# Colubrids > Ratsnakes >  New snake!

## Ditto

Hi every one, I am so incredibly excited to announce I bought my second snake yesterday! Aaand she's not a corn, as was the plan.
I want to introduce every one to my new (nameless lol) Trans-pecos ratsnake! 
To be honest I kind of always liked these better than corns & have researched them a fair bit, but I eventually decided on a corn because I thought a trans-pecos would be too hard to find. But lo & behold here she was!

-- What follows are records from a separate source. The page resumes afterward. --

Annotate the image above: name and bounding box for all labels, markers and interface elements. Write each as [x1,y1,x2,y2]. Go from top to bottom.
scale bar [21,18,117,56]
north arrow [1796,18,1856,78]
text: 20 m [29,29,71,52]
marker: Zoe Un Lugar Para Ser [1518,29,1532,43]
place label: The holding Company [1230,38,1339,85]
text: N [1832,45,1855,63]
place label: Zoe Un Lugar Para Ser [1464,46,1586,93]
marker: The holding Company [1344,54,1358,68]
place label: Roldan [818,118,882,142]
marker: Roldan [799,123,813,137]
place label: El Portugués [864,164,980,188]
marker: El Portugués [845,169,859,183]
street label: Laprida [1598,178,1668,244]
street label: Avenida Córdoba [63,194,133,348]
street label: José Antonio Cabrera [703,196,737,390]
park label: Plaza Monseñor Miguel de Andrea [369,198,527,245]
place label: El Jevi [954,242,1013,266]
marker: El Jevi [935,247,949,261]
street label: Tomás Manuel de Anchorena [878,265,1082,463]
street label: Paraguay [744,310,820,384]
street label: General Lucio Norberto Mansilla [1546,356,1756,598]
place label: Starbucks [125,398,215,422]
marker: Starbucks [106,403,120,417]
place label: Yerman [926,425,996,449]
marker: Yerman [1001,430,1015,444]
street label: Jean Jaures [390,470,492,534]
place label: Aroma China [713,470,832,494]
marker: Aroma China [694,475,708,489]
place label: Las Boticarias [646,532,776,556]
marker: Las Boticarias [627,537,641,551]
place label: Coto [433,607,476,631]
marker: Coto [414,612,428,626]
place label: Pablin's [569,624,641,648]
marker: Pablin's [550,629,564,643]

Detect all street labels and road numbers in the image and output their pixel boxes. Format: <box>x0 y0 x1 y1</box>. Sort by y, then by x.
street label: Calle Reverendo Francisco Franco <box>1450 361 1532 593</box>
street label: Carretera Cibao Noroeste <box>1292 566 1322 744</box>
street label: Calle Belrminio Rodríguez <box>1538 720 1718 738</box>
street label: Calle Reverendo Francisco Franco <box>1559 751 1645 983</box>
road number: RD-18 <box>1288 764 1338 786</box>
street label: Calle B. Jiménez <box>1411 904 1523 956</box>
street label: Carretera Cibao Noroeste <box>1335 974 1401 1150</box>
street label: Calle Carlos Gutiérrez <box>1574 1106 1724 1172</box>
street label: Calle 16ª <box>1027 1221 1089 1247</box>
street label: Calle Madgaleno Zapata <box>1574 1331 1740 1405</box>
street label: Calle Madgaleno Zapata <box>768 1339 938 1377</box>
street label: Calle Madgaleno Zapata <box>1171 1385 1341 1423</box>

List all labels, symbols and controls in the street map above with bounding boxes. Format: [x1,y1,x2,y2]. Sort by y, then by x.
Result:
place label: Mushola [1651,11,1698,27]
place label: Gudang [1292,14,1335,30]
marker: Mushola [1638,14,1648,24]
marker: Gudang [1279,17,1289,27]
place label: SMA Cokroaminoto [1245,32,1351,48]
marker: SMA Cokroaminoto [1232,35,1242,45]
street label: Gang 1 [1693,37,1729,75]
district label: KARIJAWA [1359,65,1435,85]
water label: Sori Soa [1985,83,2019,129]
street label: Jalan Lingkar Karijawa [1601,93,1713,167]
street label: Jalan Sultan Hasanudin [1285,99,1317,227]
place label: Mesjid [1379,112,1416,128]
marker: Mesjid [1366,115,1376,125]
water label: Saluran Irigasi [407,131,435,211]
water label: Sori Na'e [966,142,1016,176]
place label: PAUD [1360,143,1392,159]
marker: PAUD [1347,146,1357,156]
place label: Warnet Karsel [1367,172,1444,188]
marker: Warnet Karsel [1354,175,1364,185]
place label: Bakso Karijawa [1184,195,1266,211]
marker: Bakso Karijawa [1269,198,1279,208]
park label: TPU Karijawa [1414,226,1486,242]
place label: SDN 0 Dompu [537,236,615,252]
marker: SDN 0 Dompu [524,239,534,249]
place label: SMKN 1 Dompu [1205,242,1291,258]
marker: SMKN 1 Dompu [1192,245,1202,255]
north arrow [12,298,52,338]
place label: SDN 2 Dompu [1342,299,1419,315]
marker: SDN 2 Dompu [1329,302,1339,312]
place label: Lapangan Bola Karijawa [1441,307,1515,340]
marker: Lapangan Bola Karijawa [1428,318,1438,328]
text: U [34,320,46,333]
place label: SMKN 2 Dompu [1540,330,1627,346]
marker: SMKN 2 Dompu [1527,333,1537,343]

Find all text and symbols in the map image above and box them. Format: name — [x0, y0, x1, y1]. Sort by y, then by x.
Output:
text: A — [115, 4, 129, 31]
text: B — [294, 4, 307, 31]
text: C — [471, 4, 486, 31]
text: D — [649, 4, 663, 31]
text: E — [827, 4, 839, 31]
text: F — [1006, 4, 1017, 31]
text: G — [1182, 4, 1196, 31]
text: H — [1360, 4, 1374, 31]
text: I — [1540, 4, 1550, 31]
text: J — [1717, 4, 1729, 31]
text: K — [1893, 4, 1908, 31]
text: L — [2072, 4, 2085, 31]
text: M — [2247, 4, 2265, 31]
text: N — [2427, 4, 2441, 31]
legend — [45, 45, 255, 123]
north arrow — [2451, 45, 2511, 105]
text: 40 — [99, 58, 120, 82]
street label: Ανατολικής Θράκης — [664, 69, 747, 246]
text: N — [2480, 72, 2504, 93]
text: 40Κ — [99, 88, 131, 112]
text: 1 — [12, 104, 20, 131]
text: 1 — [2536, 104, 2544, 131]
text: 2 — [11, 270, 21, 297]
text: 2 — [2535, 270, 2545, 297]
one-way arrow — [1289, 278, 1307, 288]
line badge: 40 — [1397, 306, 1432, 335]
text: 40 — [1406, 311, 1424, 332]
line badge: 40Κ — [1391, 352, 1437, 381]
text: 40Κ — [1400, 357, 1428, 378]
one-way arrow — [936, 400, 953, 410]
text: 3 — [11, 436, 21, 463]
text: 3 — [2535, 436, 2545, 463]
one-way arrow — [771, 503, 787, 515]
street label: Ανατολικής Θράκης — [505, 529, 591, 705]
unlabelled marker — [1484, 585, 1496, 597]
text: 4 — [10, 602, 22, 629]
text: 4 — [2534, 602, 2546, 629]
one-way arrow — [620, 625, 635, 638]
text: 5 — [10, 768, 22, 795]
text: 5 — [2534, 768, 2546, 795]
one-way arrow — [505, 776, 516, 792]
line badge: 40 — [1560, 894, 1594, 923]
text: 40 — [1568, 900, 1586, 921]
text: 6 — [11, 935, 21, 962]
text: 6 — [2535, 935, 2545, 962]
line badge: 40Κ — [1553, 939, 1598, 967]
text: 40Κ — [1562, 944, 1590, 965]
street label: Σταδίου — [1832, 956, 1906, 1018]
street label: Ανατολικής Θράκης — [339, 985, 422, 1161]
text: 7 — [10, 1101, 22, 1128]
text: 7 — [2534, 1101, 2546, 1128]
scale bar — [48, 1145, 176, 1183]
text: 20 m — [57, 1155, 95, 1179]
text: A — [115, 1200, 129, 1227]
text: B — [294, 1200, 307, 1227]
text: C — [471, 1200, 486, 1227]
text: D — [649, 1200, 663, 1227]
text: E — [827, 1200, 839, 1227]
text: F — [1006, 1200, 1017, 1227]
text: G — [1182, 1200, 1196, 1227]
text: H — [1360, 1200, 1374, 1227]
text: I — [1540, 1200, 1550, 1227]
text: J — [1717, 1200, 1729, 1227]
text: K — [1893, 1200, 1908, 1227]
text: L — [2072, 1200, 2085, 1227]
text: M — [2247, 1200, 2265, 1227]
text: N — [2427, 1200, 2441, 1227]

I got her at the hamburg reptile (which was INSANE btw, very chaotic).
I figured with a few small tweaks to the tank I had set up for a corn it could work well for her.
I was told she's almost a year old, but the guy working there couldn't tell me her exact hatch date, I'm assuming because there were a lot of people working at that booth so it seemed like a big operation, & she's 24g.
She's settling in now, hiding in the cool hide. Ambient temps are low-mid 70s & I have the UTH set to 87* so the glass temp is 86*, is that too high? 
I'm also not sure when I should attempt to feed, if anyone could give any insight on that it'd be appreciated!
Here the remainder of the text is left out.